[Opening RECORDS FOR THIS TASK section]

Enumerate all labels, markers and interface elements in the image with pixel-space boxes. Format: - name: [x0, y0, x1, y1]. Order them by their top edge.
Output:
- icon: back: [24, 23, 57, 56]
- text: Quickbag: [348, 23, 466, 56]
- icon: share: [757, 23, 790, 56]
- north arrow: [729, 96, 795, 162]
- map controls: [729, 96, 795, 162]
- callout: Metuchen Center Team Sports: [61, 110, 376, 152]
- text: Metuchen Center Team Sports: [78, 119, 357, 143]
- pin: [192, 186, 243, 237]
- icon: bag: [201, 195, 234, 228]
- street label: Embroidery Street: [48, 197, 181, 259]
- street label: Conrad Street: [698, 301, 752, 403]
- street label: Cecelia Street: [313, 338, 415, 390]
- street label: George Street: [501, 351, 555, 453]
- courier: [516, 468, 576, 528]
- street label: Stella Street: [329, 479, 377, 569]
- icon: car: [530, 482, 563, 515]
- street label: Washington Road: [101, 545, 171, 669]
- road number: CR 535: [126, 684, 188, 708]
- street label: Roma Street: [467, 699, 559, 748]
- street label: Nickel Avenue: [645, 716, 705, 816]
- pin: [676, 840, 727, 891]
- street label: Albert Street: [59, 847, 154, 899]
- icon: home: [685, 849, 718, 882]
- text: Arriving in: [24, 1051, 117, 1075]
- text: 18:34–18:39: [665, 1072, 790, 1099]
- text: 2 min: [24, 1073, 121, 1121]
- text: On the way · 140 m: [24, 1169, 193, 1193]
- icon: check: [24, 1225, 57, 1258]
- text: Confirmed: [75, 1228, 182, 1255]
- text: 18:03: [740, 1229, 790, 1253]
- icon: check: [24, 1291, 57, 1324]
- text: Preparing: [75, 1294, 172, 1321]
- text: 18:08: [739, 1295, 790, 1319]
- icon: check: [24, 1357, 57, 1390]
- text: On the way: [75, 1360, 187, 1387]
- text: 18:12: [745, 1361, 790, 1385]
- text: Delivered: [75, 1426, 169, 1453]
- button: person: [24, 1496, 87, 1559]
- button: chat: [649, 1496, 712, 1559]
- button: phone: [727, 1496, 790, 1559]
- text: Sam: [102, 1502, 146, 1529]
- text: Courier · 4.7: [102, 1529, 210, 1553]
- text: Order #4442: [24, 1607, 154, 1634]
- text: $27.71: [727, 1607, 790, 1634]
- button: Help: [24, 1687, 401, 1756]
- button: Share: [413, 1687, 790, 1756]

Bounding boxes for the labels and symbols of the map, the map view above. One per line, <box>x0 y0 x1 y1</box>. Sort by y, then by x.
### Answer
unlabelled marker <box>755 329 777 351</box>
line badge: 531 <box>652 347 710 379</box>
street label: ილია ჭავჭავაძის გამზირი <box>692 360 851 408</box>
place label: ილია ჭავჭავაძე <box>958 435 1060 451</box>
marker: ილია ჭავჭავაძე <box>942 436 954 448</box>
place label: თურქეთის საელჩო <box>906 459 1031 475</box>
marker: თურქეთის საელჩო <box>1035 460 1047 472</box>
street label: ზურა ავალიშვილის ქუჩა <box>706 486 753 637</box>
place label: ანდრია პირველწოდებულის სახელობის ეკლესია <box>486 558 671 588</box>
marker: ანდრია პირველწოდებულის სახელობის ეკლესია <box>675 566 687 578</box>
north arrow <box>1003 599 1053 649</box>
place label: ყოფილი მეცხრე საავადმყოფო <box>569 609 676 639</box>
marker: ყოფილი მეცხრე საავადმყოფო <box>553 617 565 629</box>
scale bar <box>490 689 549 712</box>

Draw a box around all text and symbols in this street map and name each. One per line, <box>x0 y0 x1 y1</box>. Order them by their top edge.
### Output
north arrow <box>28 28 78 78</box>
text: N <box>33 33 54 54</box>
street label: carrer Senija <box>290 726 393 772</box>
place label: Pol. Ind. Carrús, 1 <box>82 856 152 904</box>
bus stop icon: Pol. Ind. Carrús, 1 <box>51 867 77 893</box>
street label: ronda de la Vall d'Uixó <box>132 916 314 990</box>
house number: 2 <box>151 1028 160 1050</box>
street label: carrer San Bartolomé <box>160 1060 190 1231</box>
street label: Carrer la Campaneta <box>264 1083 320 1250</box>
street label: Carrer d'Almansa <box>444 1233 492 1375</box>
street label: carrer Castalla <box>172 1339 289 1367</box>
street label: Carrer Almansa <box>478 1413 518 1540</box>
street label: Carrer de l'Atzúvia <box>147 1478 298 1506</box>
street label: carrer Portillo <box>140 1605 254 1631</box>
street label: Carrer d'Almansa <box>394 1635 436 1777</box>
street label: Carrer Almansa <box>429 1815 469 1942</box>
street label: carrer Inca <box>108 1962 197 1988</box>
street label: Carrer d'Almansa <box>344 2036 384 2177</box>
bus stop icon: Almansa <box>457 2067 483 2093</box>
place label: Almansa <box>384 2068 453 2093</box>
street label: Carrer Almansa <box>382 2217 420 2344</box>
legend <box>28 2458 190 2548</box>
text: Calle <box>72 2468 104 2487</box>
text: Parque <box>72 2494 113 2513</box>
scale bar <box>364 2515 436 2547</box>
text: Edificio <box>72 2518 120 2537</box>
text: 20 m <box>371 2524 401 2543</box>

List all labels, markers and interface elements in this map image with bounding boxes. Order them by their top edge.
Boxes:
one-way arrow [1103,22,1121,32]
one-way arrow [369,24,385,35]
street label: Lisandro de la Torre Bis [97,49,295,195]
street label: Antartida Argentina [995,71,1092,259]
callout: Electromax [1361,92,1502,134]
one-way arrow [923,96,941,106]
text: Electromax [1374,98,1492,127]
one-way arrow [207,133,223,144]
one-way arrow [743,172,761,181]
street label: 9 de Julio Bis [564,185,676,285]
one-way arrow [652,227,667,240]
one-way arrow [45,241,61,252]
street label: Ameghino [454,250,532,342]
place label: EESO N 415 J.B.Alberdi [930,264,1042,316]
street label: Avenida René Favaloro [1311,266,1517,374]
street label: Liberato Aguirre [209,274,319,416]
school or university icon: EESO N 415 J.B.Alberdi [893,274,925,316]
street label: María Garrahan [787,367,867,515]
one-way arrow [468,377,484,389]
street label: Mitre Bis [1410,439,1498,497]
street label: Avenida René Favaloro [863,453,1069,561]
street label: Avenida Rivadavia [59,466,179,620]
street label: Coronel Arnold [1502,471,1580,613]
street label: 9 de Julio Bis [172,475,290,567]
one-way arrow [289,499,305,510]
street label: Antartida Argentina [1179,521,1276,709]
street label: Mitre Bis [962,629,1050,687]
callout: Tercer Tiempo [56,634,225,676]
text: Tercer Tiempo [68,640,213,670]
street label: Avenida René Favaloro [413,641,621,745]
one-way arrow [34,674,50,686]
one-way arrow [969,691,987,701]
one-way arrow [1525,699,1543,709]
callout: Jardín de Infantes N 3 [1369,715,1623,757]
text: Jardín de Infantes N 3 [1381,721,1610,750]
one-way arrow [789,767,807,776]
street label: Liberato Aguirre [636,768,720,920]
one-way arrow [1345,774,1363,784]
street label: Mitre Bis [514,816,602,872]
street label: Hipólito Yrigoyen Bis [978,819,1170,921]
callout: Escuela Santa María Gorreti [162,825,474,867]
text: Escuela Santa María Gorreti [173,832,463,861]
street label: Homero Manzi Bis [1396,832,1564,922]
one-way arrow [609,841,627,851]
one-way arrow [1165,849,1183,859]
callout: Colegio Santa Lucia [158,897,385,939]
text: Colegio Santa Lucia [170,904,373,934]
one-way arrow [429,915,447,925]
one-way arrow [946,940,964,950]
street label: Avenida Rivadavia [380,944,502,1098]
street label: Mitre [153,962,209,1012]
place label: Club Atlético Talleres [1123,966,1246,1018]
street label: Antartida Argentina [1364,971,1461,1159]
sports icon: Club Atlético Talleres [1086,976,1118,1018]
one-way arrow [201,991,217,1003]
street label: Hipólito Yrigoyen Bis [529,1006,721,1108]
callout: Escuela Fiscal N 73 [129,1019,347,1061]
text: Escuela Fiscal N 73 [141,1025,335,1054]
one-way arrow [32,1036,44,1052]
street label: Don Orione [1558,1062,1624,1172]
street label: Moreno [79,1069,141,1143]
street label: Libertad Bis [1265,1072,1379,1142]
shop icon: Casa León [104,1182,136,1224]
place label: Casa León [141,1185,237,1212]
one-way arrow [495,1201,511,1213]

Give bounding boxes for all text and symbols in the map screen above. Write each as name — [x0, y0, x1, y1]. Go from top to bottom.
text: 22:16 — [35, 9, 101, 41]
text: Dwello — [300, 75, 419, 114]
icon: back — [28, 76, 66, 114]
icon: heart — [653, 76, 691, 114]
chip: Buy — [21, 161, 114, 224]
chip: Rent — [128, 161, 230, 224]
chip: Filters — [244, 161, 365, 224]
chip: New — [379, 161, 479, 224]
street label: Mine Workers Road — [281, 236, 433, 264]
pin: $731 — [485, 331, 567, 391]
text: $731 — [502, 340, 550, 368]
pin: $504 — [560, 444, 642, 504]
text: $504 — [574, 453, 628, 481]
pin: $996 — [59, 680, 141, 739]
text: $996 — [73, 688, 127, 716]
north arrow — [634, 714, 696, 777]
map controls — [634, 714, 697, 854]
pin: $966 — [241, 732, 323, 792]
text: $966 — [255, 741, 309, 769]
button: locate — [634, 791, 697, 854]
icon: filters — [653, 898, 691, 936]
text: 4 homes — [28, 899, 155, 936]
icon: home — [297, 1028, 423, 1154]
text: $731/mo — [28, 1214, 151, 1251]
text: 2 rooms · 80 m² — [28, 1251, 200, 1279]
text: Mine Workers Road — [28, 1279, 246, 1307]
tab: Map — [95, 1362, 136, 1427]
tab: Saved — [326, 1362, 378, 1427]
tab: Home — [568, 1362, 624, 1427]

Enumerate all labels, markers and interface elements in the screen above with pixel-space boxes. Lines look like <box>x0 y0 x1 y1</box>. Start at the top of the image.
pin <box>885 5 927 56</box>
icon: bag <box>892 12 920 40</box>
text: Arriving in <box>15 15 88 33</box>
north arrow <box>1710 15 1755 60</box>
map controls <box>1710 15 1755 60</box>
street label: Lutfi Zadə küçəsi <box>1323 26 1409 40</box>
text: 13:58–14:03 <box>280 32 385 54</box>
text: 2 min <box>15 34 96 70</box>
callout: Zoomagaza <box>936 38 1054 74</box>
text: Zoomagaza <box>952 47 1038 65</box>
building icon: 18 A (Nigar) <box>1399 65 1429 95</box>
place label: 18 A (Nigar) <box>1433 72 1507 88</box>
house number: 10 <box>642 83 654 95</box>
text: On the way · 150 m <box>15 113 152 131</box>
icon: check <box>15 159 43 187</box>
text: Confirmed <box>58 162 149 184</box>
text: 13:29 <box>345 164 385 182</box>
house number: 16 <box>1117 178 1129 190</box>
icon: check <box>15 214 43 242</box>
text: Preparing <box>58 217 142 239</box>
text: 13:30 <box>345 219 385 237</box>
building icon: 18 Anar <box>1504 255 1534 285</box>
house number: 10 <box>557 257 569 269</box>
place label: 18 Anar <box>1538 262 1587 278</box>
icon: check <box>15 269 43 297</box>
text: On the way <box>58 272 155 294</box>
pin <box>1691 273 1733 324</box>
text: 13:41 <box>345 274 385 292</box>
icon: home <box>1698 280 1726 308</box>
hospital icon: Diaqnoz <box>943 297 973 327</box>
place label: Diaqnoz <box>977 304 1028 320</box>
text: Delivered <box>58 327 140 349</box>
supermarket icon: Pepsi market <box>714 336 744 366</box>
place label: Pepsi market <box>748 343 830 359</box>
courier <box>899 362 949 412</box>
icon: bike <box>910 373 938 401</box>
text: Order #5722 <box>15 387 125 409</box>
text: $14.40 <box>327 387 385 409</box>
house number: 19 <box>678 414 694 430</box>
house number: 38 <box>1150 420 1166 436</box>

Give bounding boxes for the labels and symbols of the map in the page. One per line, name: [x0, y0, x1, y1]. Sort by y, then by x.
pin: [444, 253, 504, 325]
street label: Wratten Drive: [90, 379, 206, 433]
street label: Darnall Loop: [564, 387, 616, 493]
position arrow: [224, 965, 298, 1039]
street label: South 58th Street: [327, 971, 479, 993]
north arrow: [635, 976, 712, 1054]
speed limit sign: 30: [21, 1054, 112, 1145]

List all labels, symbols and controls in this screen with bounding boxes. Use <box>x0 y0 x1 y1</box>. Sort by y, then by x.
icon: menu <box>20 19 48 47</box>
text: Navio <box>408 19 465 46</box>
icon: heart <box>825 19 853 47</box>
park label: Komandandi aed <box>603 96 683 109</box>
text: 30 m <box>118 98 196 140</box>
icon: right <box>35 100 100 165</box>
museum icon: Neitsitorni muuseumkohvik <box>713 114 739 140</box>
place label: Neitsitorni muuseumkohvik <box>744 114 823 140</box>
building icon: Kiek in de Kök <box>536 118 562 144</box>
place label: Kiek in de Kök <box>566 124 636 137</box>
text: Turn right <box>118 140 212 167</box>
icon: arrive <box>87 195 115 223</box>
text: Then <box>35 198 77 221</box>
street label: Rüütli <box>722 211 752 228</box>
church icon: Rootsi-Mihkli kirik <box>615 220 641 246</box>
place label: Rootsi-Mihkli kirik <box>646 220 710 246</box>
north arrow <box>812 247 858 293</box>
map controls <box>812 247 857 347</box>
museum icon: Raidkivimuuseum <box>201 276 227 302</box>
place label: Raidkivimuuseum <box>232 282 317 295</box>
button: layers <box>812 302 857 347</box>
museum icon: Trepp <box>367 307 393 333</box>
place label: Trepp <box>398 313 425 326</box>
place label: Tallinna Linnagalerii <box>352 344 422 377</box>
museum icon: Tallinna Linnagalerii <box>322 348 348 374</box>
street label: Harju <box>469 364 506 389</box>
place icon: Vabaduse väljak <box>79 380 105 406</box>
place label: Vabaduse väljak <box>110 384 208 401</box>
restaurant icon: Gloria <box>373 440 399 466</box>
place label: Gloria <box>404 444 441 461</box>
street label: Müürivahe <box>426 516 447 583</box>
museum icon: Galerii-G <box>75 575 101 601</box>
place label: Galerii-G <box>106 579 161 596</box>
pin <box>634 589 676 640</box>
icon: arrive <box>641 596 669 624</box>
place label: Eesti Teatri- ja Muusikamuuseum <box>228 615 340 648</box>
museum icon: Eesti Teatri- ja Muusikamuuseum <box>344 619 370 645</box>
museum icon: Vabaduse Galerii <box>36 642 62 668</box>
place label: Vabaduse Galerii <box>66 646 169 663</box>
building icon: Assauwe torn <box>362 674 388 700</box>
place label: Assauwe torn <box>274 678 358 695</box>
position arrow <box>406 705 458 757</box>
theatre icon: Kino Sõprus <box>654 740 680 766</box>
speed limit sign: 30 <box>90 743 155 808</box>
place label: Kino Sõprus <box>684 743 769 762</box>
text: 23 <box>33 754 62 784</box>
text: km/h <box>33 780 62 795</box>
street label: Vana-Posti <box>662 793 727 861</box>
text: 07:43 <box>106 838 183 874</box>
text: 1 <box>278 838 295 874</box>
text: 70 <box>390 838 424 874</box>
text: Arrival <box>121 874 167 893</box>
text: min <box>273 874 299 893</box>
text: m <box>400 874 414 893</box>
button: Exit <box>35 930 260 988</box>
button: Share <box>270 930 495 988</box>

[Closing RECORDS FOR THIS TASK section]

▸ WORK TO COMPLETE
Within the material, find all lines that hold the word "Gorreti" and show them.

▸ YOUR RESPONSE
callout: Escuela Santa María Gorreti [162,825,474,867]
text: Escuela Santa María Gorreti [173,832,463,861]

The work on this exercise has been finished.